Play=Learning: MoE Observes International Day of Play

Written by on June 12, 2024

To commemorate the United Nations’ inaugural International Day of Play on June 11, 2024, the Ministry of Education hosted an exhibition at the National Centre for Education Resource Development (NCERD) under the theme “Play=Learning”. The event featured various departments of the Ministry and several public and private nursery schools. The exhibition aimed to demonstrate the importance of play in a child’s development and general well-being.

During his opening address, Assistant Chief Education Officer (ACEO) with responsibility for Nursery Schools Devindre Persaud explained that play is a fundamental aspect of early childhood education as it allows for experimentation and incidental learning. “Play is a way for all learners to engage with things around them”, Persaud stated. He further shared that play helps children to develop problem-solving skills and creativity. It instils confidence, resilience, empathy and emotional regulation which are critical in relationships. Play also helps to develop communication skills. During play, children negotiate with each other and express opinions through conversation which strengthens their speaking abilities and improves their language proficiency. According to Persaud, “Play-based learning is a successful strategy [in] getting pupils actively involved in the learning process. It improves motivation and memory retention, and makes learning more engaging and meaningful.”

“Children need the freedom and time to play. Play is not a luxury. Play is a necessity.” – Kay Redfield Jamison

Dr. Lidon Lashley (Left), Ms. Indrani Ramnarine (Center-Left), Mr. Devindre Persaud (Centre-Right), Mr.
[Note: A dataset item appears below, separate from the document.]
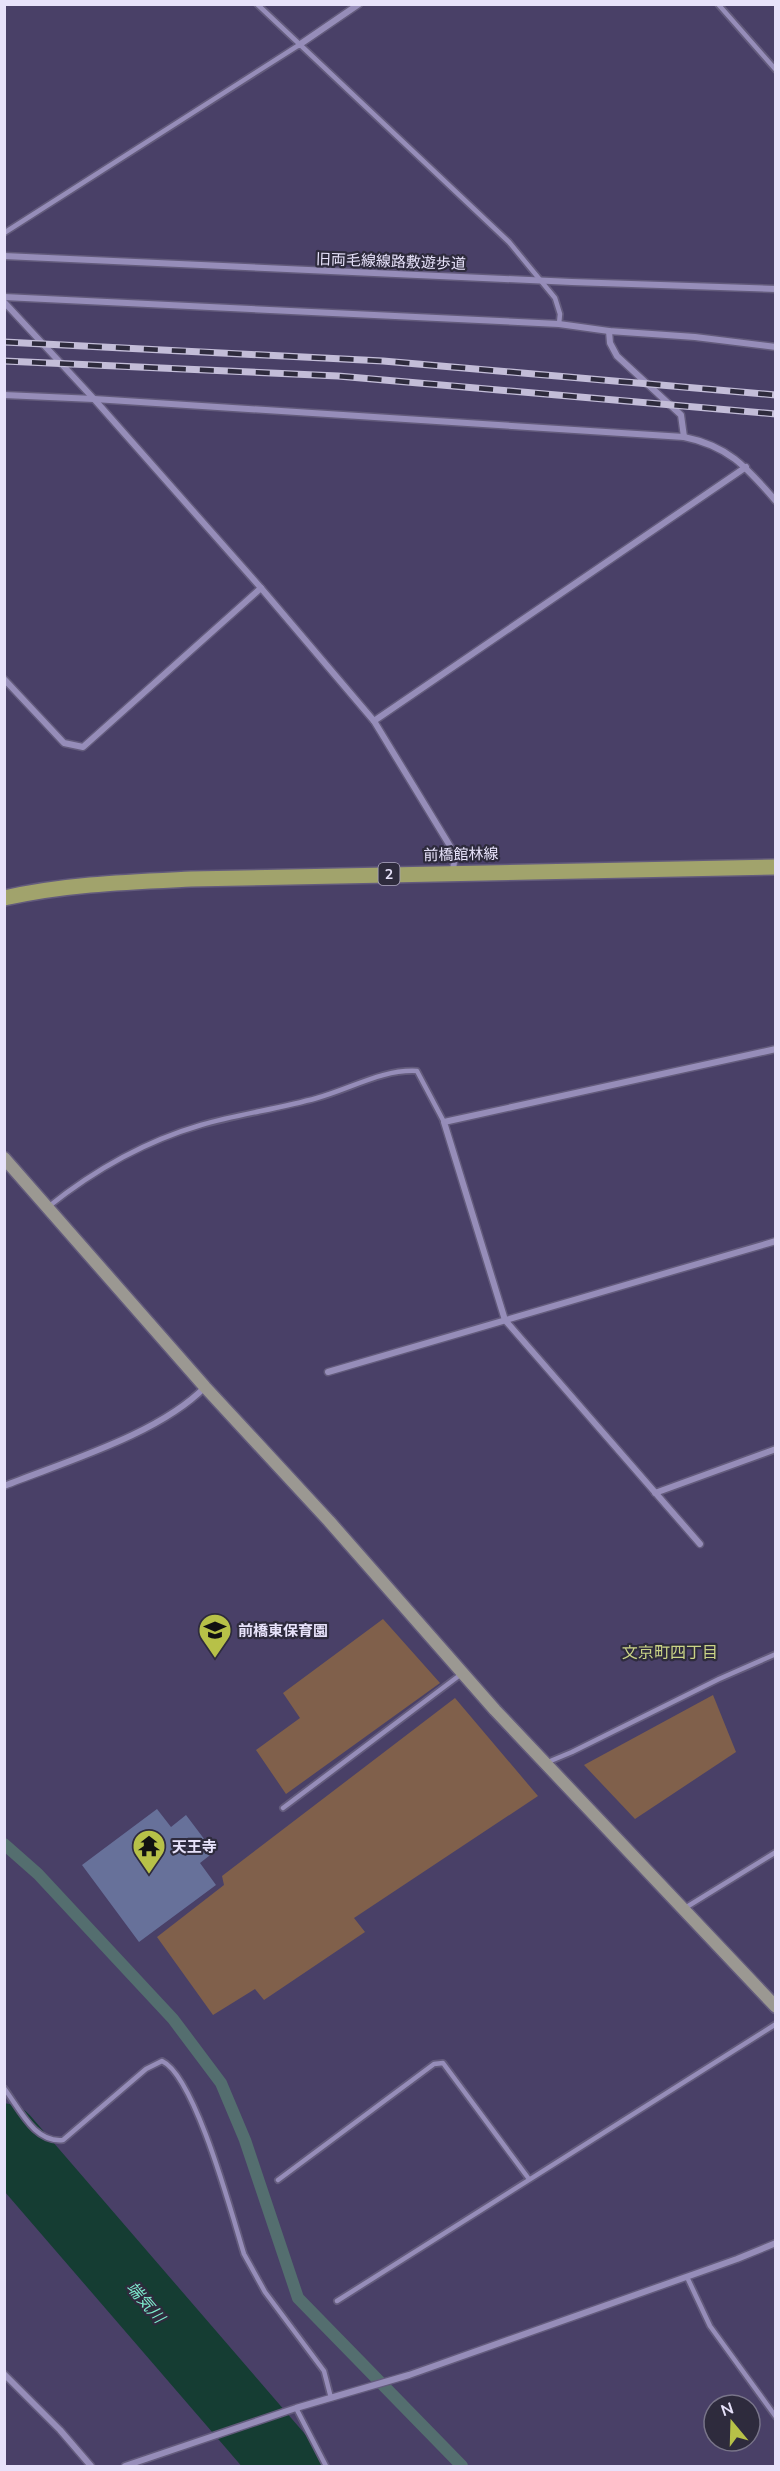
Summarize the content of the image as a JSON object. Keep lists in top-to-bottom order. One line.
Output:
{"streets":{"main road":["前橋館林線","2"],"street":["旧両毛線線路敷遊歩道"]},"districts":["文京町四丁目"],"water":["端気川"],"places":{"school or university":["前橋東保育園"],"temple":["天王寺"]},"north":"top"}
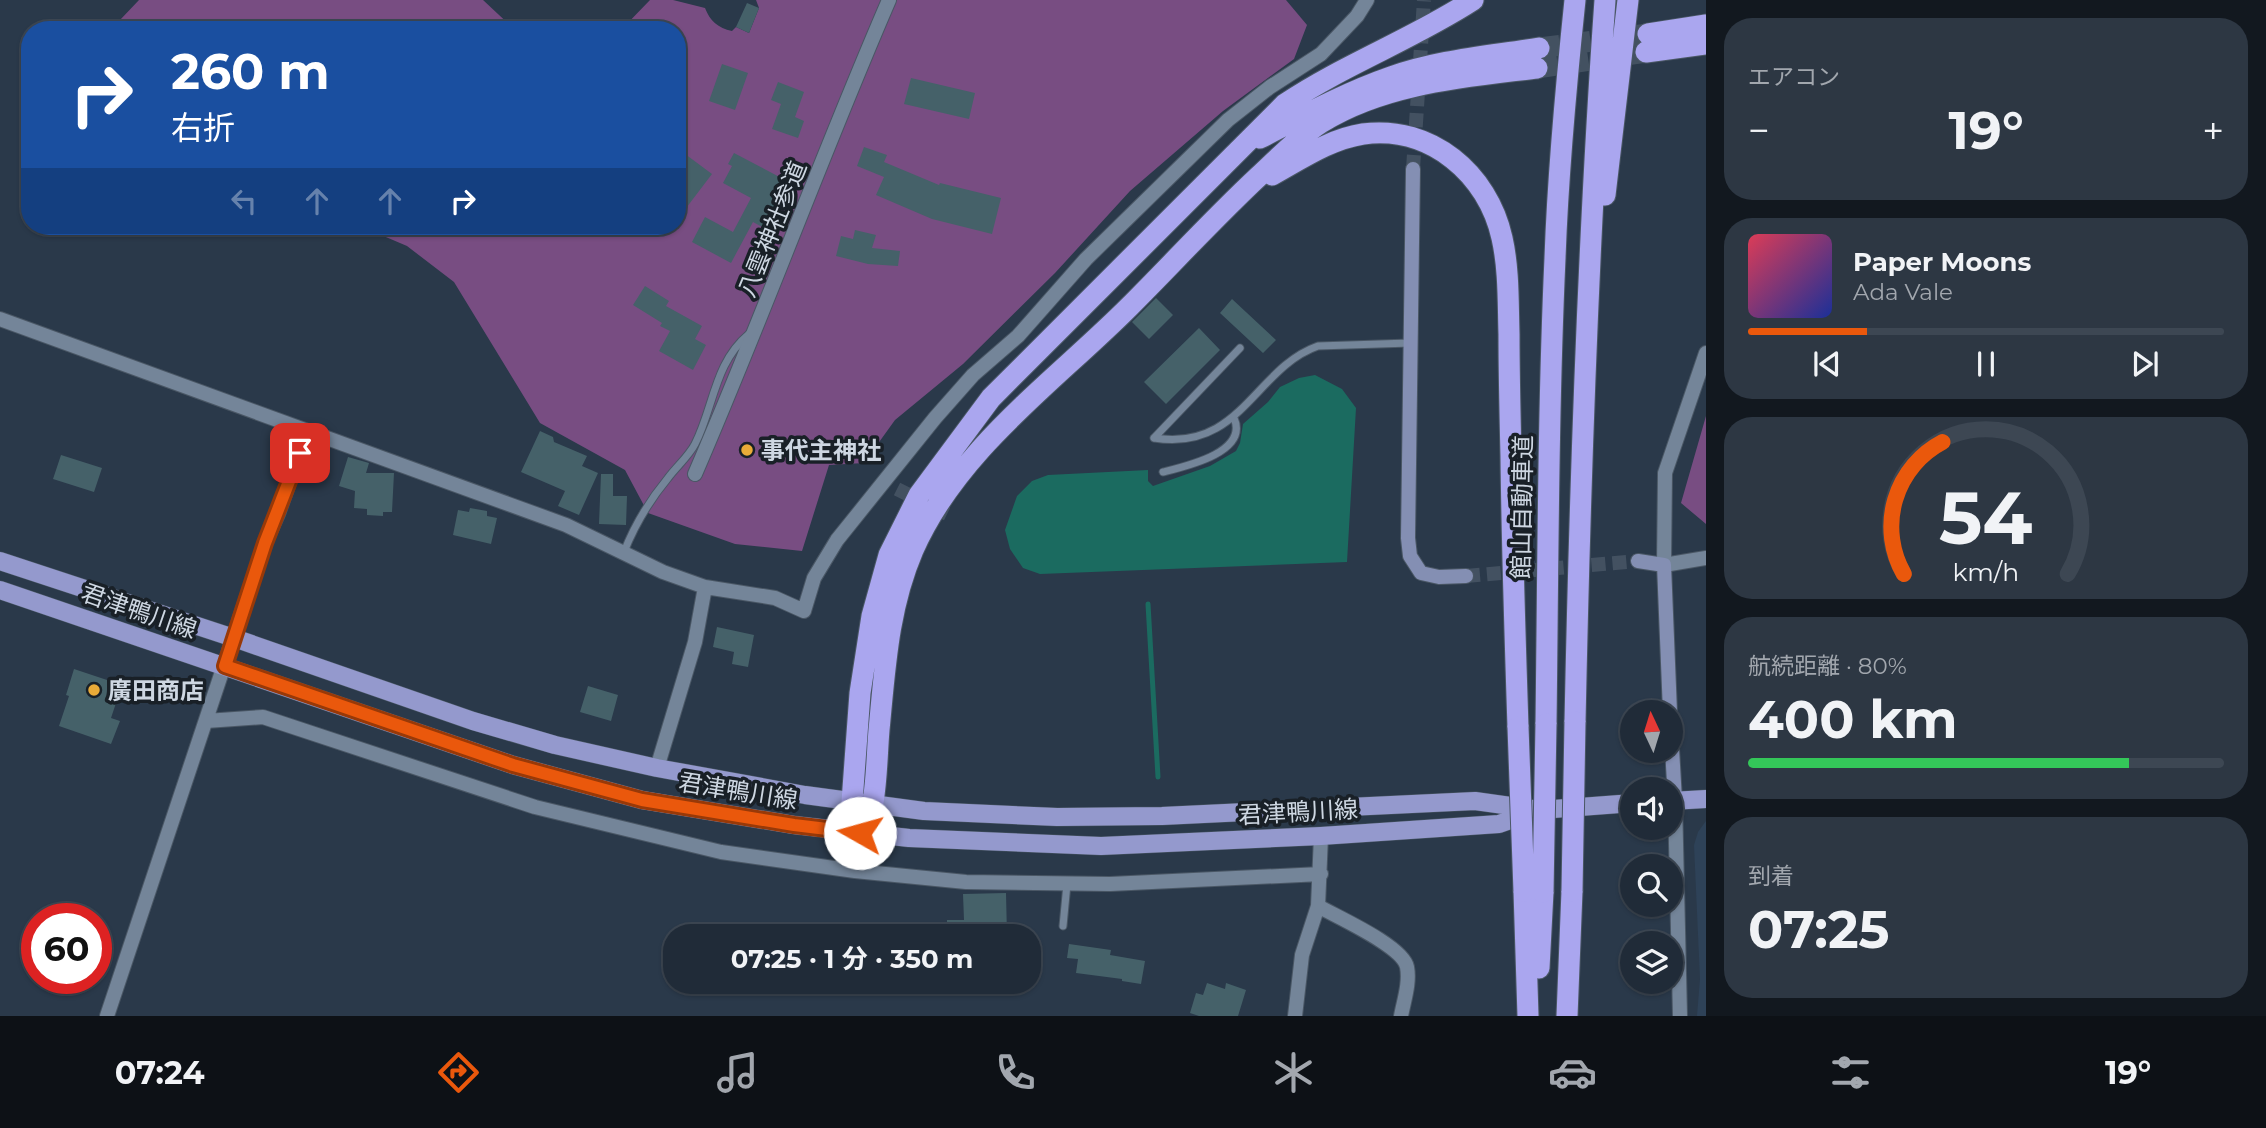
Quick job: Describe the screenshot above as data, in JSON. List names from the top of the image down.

Marti De Souza (Right)

This International Day of Play exhibition spearheaded by the Ministry of Education’s Nursery Sector in collaboration with UNICEF and UNESCO aligns with article 31 of the Convention on the Rights of the Child which states that “parties must recognize the right of the child to rest and leisure, to engage in play and recreational activities appropriate to the age of the child and to participate freely in cultural life and the arts.” Thus, the Ministry has been working to incorporate more play-based learning and provide more play experiences which promote children’s Social, Physical, Intellectual, Creative, Emotional and Spiritual (SPICES) development. “The Guyana Renewed Nursery curriculum,” the ACEO-Nursery explained, “was created primarily to give children access to global environments where learning and play go hand in hand.”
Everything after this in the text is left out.